Escrevo na tranquilidade de minha casa, à noite, ouvindo uma bela música (violão), ainda embalado pela alegria do nascimento do meu segundo neto.

]Sou muito grato por tudo e sempre afirmo que o Criador é muito generoso comigo, boa saúde e muita disposição intelectual para ler, pensar e escrever. São hábitos arraigados que trago comigo, influências dos meus pais e professores, pelo privilégio de ter sempre convivido em ambientes intelectualizados, rodeado de livros e boas conversas

Já aprendi nas aulas de filosofia no Colégio Salesiano, na minha adolescência que “uma vida sem reflexão não merece ser vivida”, ou seja, todos nós temos o dever de pensar, de questionar, de imaginar alternativas para os problemas concretos que vão surgindo no cotidiano

A leitura sempre esteve presente em minha vida, influenciado pelos meus irmãos mais velhos, leitores aplicados, e, principalmente pelo ambiente escolar, onde a cultura salesiana estimulava a leitura de temas específicos das exigências escolares bem como o convívio com os livros na biblioteca do Colégio.

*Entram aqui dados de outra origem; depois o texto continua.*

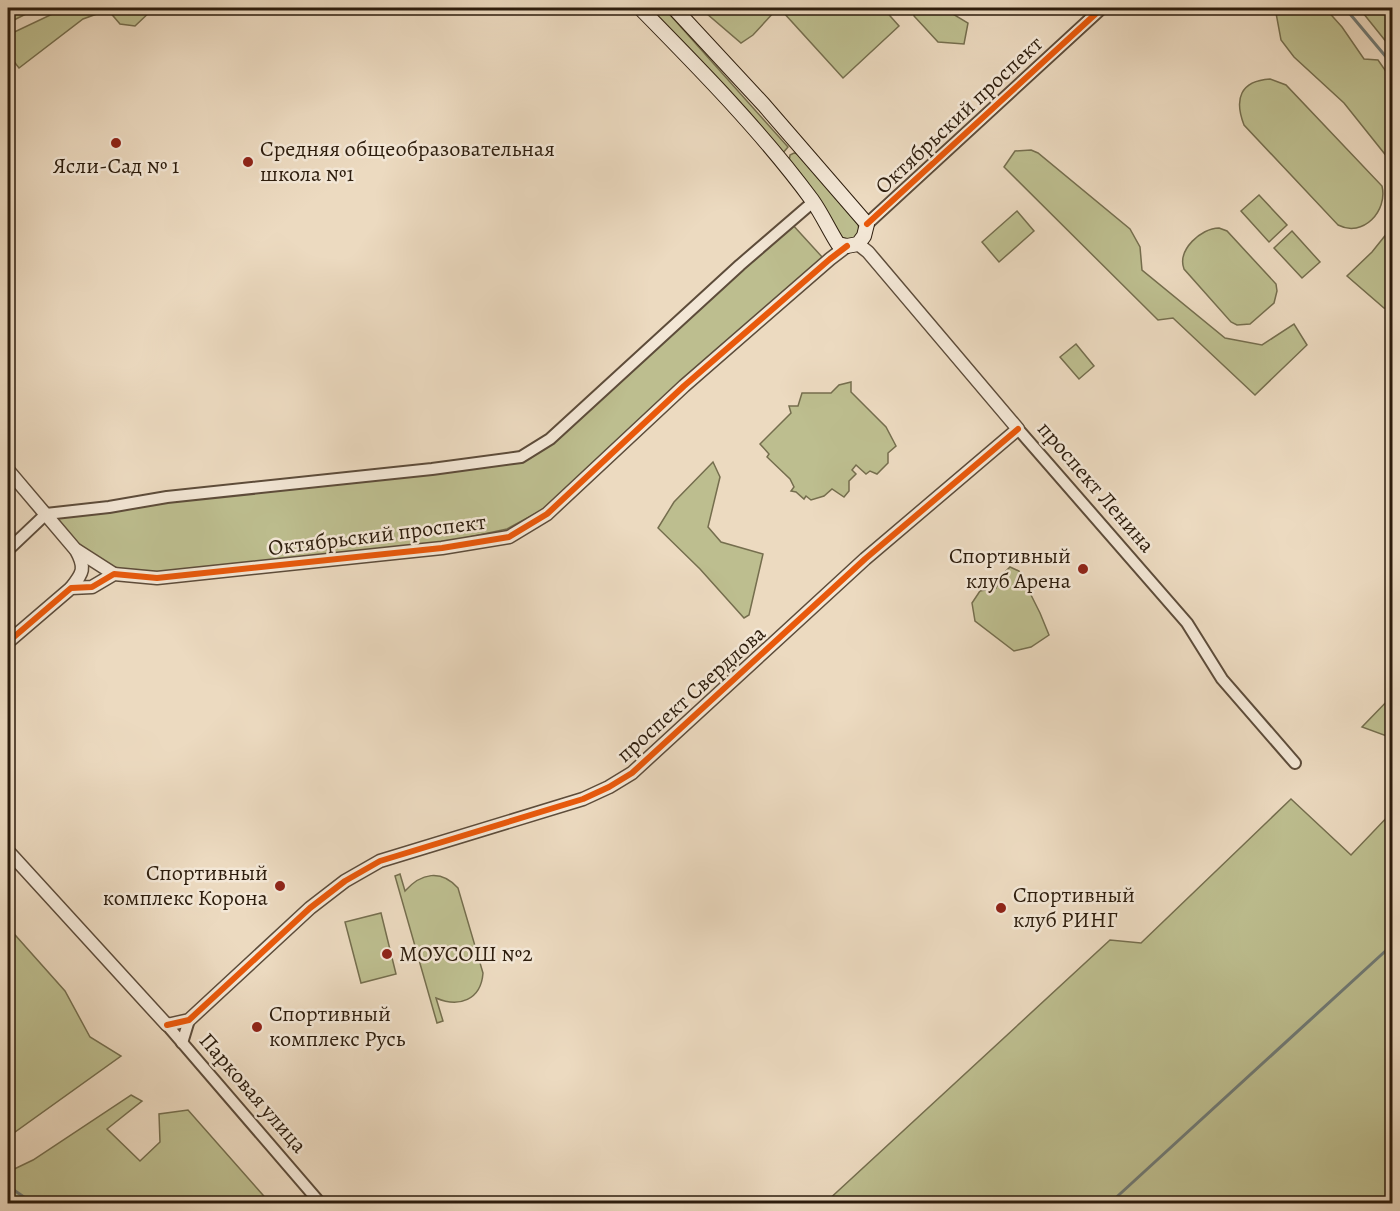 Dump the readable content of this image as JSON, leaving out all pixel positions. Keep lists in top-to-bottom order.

No meu caso, gostava das biografias, da vida dos “vultos” da ciência e da história, um impulso normal em todo adolescente estudioso.

A partir de um posicionamento meu, pessoal, para as ciências exatas, onde manifestava uma certa aptidão para a matemática, física e química, aumentava o interesse por pensadores matemáticos, tais como Galileu, Newton, Pascal, Descartes e também os antigos, Pitágoras, Euclides, Arquimedes e Tales de Mileto.

Confesso que gostava da frase de que Deus “fizera o mundo para os matemáticos”.

A exatidão dos números, os teoremas, as equações me atraiam, influenciado, com certeza, pelo grande professor Padre Adolfo dos Anjos, que nos desafiava com problemas difíceis.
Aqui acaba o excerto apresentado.